Justo al salir de la zona urbana estaba el puente que cruzaba el río mencionado.
Y al comienzo del puente, una parada.
En ese lugar, en ese refugio subía al colectivo Jorgito Frías.
¿Quién era Jorgito Frías? El se presentaba como “Jorgito Frías, no vidente de Palmira”. Siempre venía acompañado de una mujer, supongo que era su esposa, y llevaba un estuche de acordeón en bandolera.
Tirando a petiso, de pelo negro, no usaba anteojos para ocultar sus ojos.

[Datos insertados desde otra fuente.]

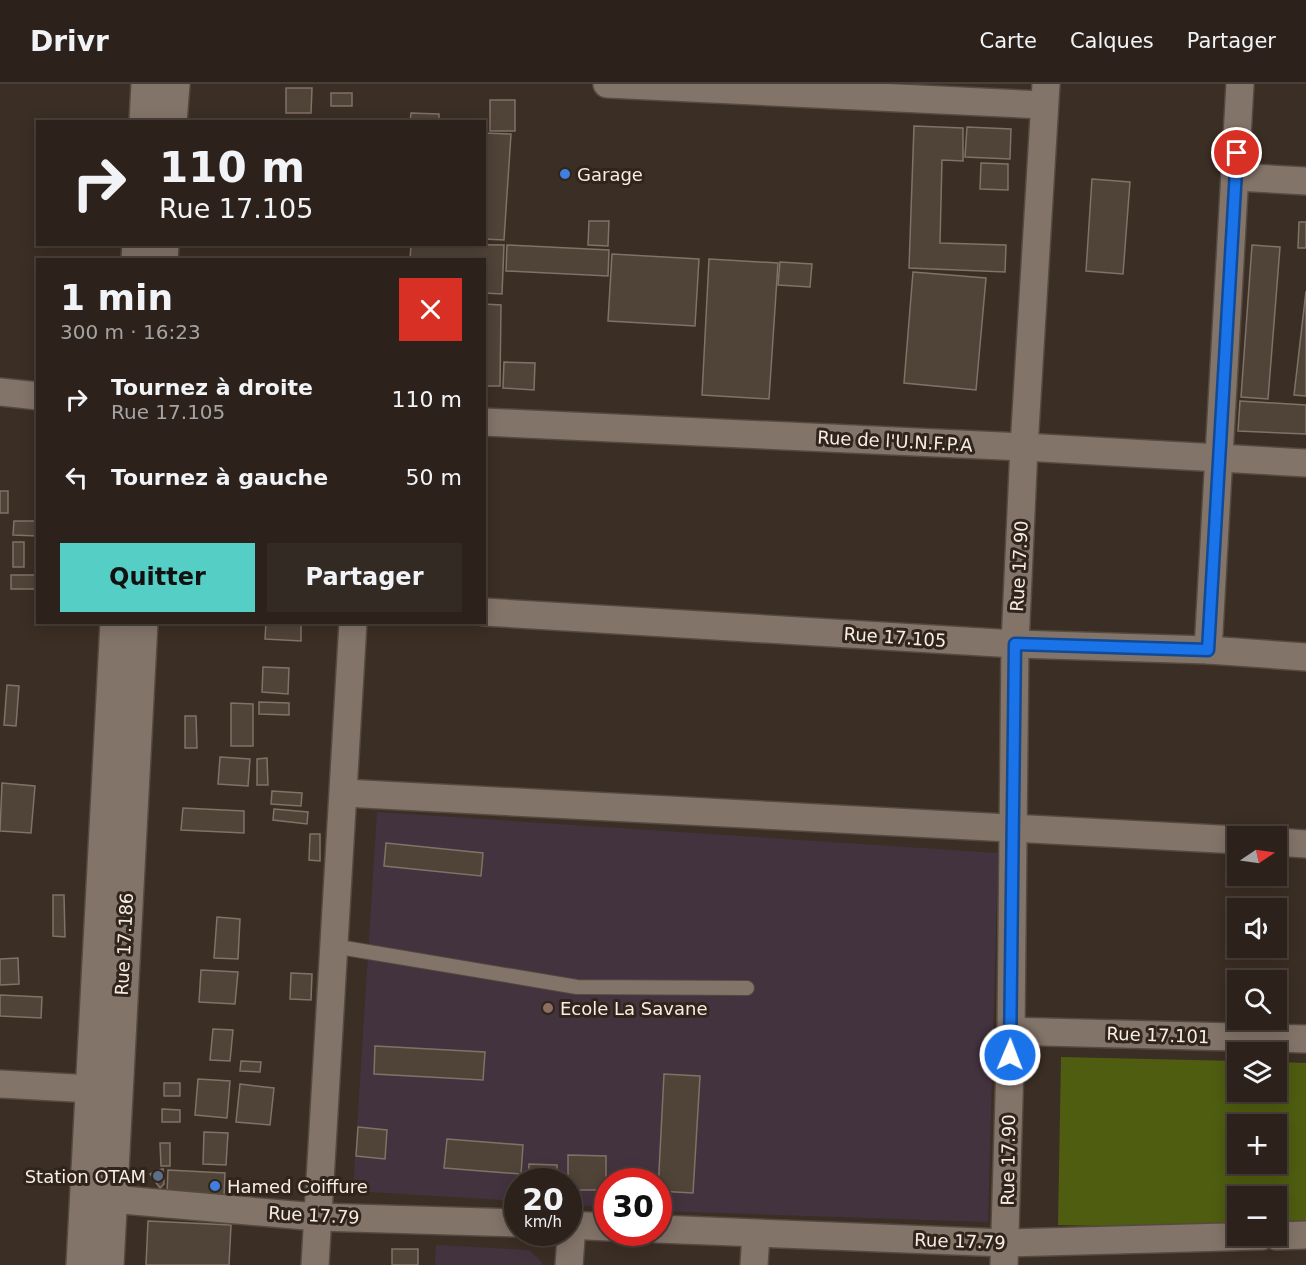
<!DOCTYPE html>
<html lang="fr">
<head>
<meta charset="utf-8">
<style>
	:root { --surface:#2c221b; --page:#342a24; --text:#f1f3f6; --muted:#a6a4a3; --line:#483f3a; --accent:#55cec6 }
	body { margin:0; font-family:"DejaVu Sans",sans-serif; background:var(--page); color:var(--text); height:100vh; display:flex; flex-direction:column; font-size:22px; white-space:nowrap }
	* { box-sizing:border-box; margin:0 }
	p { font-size:20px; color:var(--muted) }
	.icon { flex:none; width:33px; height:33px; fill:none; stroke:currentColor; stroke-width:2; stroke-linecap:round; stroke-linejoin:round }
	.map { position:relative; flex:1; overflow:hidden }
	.panel { position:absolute; left:36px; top:174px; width:450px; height:366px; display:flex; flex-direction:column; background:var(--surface); border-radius:0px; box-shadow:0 3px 15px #0003,0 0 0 2px var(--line) }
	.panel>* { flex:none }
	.hud { position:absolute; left:36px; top:36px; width:450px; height:126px; border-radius:0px; box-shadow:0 3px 15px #0003,0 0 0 2px var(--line); background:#2c221b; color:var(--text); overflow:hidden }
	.needle { width:39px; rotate:77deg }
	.tools { position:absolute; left:1227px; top:742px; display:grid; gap:12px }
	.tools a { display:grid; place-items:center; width:60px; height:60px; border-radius:0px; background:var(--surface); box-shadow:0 3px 15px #0003,0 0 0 2px var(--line); font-size:30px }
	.speed { position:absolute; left:504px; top:1084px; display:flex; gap:12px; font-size:30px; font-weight:700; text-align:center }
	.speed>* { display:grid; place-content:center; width:78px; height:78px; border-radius:50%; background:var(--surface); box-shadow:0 3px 15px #0003,0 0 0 2px var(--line); line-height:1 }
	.speed small { font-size:15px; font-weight:400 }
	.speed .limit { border:9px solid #d22; background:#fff; color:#111 }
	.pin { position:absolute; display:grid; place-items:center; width:51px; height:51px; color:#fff; margin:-26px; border:3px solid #fff; border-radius:50%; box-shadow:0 2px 6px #0007 }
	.me { position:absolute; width:66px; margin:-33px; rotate:1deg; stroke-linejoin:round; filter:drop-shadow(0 0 4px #0008) }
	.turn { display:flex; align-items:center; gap:21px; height:126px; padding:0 24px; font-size:27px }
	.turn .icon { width:78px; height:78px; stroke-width:2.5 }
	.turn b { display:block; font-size:42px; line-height:51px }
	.round { display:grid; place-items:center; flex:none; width:63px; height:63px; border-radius:0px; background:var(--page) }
	.headline { display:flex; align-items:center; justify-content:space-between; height:102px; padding:0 24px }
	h1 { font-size:36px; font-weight:700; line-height:45px }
	.cta { display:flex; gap:12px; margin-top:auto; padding:12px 24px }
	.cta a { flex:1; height:69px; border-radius:0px; background:var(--accent); color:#111; font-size:24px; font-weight:700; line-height:69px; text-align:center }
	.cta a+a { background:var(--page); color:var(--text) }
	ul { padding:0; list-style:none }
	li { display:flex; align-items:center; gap:18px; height:78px; padding:0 24px }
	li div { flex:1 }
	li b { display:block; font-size:22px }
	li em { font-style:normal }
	header { display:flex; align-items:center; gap:36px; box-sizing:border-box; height:84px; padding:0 30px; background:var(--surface); border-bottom:2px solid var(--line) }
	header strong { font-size:28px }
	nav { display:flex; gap:33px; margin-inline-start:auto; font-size:21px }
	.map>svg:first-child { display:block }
</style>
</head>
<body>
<header>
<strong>Drivr</strong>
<nav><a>Carte</a><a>Calques</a><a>Partager</a></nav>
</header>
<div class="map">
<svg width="1306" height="1181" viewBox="0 0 1306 1181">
	<rect width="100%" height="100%" fill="#3b2e24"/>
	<!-- education -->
	<g fill="#43333f">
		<polygon points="377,728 998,769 988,1138 659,1127 658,1098 608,1098 607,1123 569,1121 568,1098 518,1098 517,1117 353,1107"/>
		<polygon points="436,1161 529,1166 542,1178 542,1181 435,1181"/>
	</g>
	<!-- green -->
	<path fill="#4e5d10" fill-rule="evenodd" d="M 1061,973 L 1237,977 L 1238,1008 L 1276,1008 L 1277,978 L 1306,979 L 1306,1147 L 1277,1146 L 1276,1113 L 1238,1113 L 1237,1145 L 1058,1141 ZM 1238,1041 L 1276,1041 L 1276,1080 L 1238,1080 Z"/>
	<!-- building -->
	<g fill="#504338" stroke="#817267" stroke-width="1.5">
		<polygon points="286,4 312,4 311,29 286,29"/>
		<rect x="331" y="9" width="21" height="13"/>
		<rect x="490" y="16" width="25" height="31"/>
		<polygon points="411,29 439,30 439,38 410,38"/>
		<polygon points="914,42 963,44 963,77 942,76 940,159 1006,161 1005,188 909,184"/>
		<polygon points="967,43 1011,45 1010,75 965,73"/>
		<polygon points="484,49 511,50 504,156 484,155"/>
		<polygon points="981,79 1008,80 1008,106 980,105"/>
		<polygon points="1092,95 1130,98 1123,190 1086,187"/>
		<polygon points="589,137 609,137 608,162 588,161"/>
		<polygon points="1299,138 1306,138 1306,164 1298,164"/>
		<polygon points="411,160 504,161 502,210 484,209 484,176 410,176"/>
		<polygon points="507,161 609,166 608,192 506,187"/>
		<polygon points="1252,161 1280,163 1268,315 1241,313"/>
		<polygon points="612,170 699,175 695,242 608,237"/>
		<polygon points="709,175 778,179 769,315 702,311"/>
		<polygon points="780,178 812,180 810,203 778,201"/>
		<polygon points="913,188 986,194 976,306 904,299"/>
		<polygon points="1306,207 1306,312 1294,311"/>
		<polygon points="484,220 501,221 500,302 484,302"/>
		<polygon points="504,278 535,279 534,306 503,304"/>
		<polygon points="1240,317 1306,321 1306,350 1238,347"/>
		<rect x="0" y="407" width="8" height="22"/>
		<polygon points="14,437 38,437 38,452 13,451"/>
		<rect x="13" y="458" width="11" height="25"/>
		<rect x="11" y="491" width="27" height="14"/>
		<polygon points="266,538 301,538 301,557 265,555"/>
		<polygon points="263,583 289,584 288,610 262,608"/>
		<polygon points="7,601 19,602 16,642 4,641"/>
		<polygon points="259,618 289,619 289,631 259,630"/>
		<polygon points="231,619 253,620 253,662 231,662"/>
		<polygon points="185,632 196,632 197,664 185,664"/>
		<polygon points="220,673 250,675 248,702 218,700"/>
		<polygon points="267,674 268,701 257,701 257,675"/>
		<polygon points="2,699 35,702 31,749 0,747"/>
		<polygon points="272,707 302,709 301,722 271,720"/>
		<polygon points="183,724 244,727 244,749 181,746"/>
		<polygon points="274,725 308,728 307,740 273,736"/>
		<polygon points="310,750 320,750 320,777 309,776"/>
		<polygon points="386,759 483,769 481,792 384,782"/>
		<polygon points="53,811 64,811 65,853 53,852"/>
		<polygon points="217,833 240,835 238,875 214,874"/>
		<polygon points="18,874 19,900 0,901 0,875"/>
		<polygon points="201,886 238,888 235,920 199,918"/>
		<polygon points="291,889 312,890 311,916 290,915"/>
		<polygon points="0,911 42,913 41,934 0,932"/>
		<polygon points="213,945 233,946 230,977 210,976"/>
		<polygon points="375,962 485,968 483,996 374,990"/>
		<polygon points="241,977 261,978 260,988 240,987"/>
		<polygon points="664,990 700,992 693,1109 658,1107"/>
		<polygon points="198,995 230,997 227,1034 195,1031"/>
		<rect x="164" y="999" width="16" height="13"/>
		<polygon points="240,1000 274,1004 270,1041 236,1038"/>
		<polygon points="162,1025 180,1026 180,1038 162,1038"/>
		<polygon points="358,1043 387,1046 385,1075 356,1072"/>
		<polygon points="204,1048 228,1049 226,1081 203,1080"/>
		<polygon points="447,1055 523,1061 521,1090 444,1084"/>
		<polygon points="160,1059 170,1059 170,1082 161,1082"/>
		<polygon points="568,1071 606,1072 606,1106 568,1106"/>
		<polygon points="529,1080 557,1081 557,1095 528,1094"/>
		<polygon points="163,1085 164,1100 160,1104 150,1090 158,1086"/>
		<polygon points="168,1086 225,1089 224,1112 167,1109"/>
		<polygon points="148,1137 231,1141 229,1181 146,1181"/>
		<rect x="392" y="1165" width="26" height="16"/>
	</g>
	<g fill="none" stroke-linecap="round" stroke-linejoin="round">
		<defs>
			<polyline id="service" points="333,862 577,903 747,904"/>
			<g id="minor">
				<polyline points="607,0 1044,21"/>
				<polyline points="1236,93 1306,97"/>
				<polyline points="0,308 38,312"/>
				<polyline points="484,338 1024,363 1306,379"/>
				<polyline points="484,528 1015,560 1208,566 1306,573"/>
				<polyline points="1208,566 1240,0"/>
				<polyline points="344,709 1238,756"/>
				<polyline points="1276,758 1306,760"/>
				<polyline points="1011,947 1306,955"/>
				<polyline points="0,1000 92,1005"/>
				<polyline points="111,1115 317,1133 518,1139"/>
				<polyline points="568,1141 608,1143"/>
				<polyline points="658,1145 1005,1159 1262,1152"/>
				<polyline points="1276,1152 1306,1151"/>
				<polyline points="315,1181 353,538"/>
				<polyline points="569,1181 572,1141"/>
				<polyline points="754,1181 756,1150"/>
				<polyline points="1004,1181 1011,947 1015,560 1024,363 1046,0"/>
			</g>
			<g id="secondary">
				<polyline points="146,38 148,0"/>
				<polyline points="170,38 173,0"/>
				<polyline points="138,176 139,160"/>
				<polyline points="161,176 162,160"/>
				<polyline points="83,1181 117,538"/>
				<polyline points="107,1181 141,538"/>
			</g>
		</defs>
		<!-- service casing -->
		<use href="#service" stroke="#554a41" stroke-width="16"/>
		<!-- minor casing -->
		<use href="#minor" stroke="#554a41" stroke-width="30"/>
		<!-- secondary casing -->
		<use href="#secondary" stroke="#554a41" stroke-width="36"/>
		<!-- service -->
		<use href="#service" stroke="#837469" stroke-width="14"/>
		<!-- minor -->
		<use href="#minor" stroke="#837469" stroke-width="27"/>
		<!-- secondary -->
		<use href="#secondary" stroke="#837469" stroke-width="33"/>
	</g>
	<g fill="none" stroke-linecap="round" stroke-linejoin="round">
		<defs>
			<polyline id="route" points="1010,971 1015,560 1208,566 1237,69"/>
		</defs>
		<!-- route casing -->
		<use href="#route" stroke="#114b97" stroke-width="15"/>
		<!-- route -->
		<use href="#route" stroke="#1a73e8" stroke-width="10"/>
	</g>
	<!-- markers -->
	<g fill="#3f7fe0" stroke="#31241b" stroke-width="2">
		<circle cx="565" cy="90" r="6"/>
		<circle cx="215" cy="1102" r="6"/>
	</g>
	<circle fill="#8d6e63" stroke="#31241b" stroke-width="2" cx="548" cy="924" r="6"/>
	<circle fill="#5c6f8a" stroke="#31241b" stroke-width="2" cx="158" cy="1092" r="6"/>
	<g text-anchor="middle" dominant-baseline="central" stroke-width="6" stroke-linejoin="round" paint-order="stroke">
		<!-- poi labels -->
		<g font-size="18" fill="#f5ede6" stroke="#31241b" text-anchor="start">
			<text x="577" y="90">Garage</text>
			<text x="560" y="924">Ecole La Savane</text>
			<text x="146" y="1092" text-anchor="end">Station OTAM</text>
			<text x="227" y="1102">Hamed Coiffure</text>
		</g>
		<!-- street labels -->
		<g font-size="18" fill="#f5ede6" stroke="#31241b">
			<text transform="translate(895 357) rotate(3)">Rue de l'U.N.F.P.A</text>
			<text transform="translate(1019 482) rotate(-87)">Rue 17.90</text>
			<text transform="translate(895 553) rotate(4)">Rue 17.105</text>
			<text transform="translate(124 860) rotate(-87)">Rue 17.186</text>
			<text transform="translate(1158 951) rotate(2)">Rue 17.101</text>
			<text transform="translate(1008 1076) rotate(-89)">Rue 17.90</text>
			<text transform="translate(314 1131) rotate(3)">Rue 17.79</text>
			<text transform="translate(960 1157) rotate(2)">Rue 17.79</text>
		</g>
	</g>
</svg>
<div class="tools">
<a><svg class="needle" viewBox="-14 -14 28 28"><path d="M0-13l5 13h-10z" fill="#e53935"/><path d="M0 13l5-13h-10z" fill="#a6a4a3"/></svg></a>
<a><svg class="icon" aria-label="sound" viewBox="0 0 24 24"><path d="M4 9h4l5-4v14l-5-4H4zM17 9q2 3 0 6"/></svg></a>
<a><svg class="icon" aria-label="search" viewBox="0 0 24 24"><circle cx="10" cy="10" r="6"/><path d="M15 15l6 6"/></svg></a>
<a><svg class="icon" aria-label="layers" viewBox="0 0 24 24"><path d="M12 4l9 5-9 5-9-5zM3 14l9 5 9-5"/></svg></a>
<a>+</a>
<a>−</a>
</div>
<div class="speed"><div>20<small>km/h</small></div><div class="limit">30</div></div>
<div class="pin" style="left:1237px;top:69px;background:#d93025"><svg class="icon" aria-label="arrive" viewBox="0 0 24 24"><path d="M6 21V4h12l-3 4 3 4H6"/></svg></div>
<svg class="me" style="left:1010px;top:971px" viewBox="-20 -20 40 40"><circle r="17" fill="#1a73e8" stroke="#fff" stroke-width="3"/><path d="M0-11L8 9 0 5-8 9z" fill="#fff"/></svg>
<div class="hud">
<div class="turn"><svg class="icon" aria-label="right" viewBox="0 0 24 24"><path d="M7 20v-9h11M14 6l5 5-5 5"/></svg><div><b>110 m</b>Rue 17.105</div></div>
</div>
<section class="panel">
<div class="headline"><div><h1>1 min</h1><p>300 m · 16:23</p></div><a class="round" style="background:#d93025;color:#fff"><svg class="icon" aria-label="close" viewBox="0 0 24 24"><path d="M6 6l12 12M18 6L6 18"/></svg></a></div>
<ul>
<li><svg class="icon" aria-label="right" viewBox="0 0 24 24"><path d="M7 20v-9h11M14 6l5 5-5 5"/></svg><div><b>Tournez à droite</b><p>Rue 17.105</p></div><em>110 m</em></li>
<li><svg class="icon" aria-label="left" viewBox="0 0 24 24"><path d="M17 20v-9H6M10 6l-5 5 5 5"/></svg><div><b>Tournez à gauche</b></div><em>50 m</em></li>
</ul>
<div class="cta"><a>Quitter</a><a>Partager</a></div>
</section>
</div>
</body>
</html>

Siempre de impecable traje y con una chalina en los hombros durante el invierno.
Y la voz. Jorgito Frías tenía una voz ronca pero afinada. Una especie de Satchmo local. Como ya habrán sospechado, Jorgito se ganaba la vida cantando en los colectivos.
Seguramente llevaba bastante tiempo en el oficio porque todos los choferes lo saludaban como a un amigo. Él tenía para cada uno una deferencia especial. Los conocía por su nombre, preguntaba cómo estaba la familia, recordaba los nombres de los hijos, etc.
Yo, el niño que era yo en aquella época, miraba con sorpresa a Jorgito cada vez que subía al colectivo. Nunca dejé de asombrarme. Así como tampoco nunca pude dejar de apreciar la precisión de Jorgito cuando tocaba y cantaba, pulsando su acordeón con la soltura de un profesional.
Más tarde en la vida vine a caer en la cuenta que la ejecución del instrumento que desplegaba Frías era de las mejores que he escuchado en la vida: sabía modular la potencia, la calidez de las notas y además, complementar su canto para que resaltaran sus mejores virtudes y ayudara a cubrir los baches vocales.
Cuando cantaba, repito, era como oír a Louis Amstrong entonando tarantelas, cumbias del Cuarteto Imperial y otros temas de su repertorio.
Durante veinte minutos, más o menos, actuaba, luego pasaba recogiendo el dinero “a voluntad” y a continuación, ocupaba un asiento, casi siempre adelante y charlaba con los choferes hasta llegar a su destino. En la terminal de Mendoza bajaba y subía a otro colectivo que hiciera el recorrido inverso.
Lo pude ver durante muchos años, mientras acompañaba a mi madre a “la capital” para realizar trámites y compras. Silenciosamente, alguna vez dejó de aparecer.
Quizás la política hacia los músicos ambulantes se endureció o quizás no pudo viajar más por algún otro motivo.
Sea cual fuere la causa nunca más lo volví a ver.
Y, como ya dije por allá arriba, cada vez que subo a un bondi miro la puerta con ojos de pibe esperando que suba y cante una antigua tarantela fraseada al estilo jazz, acompañado de un ligero “scat” con el que cerraba siempre cada una de las canciones.
Tengo ganas de volver a escuchar “Jorgito Frías, no vidente de Palmira”.
Decía que este relato buscaba cómplices.
Si alguien lo vio, como yo en aquellos años, cuente cuente.
Si alguien sabe qué paso con Jorgito Frías, cuente cuente.
Este tipo que soy ahora sumergido en el torbellino de Buenos Aires agradecerá esa caricia.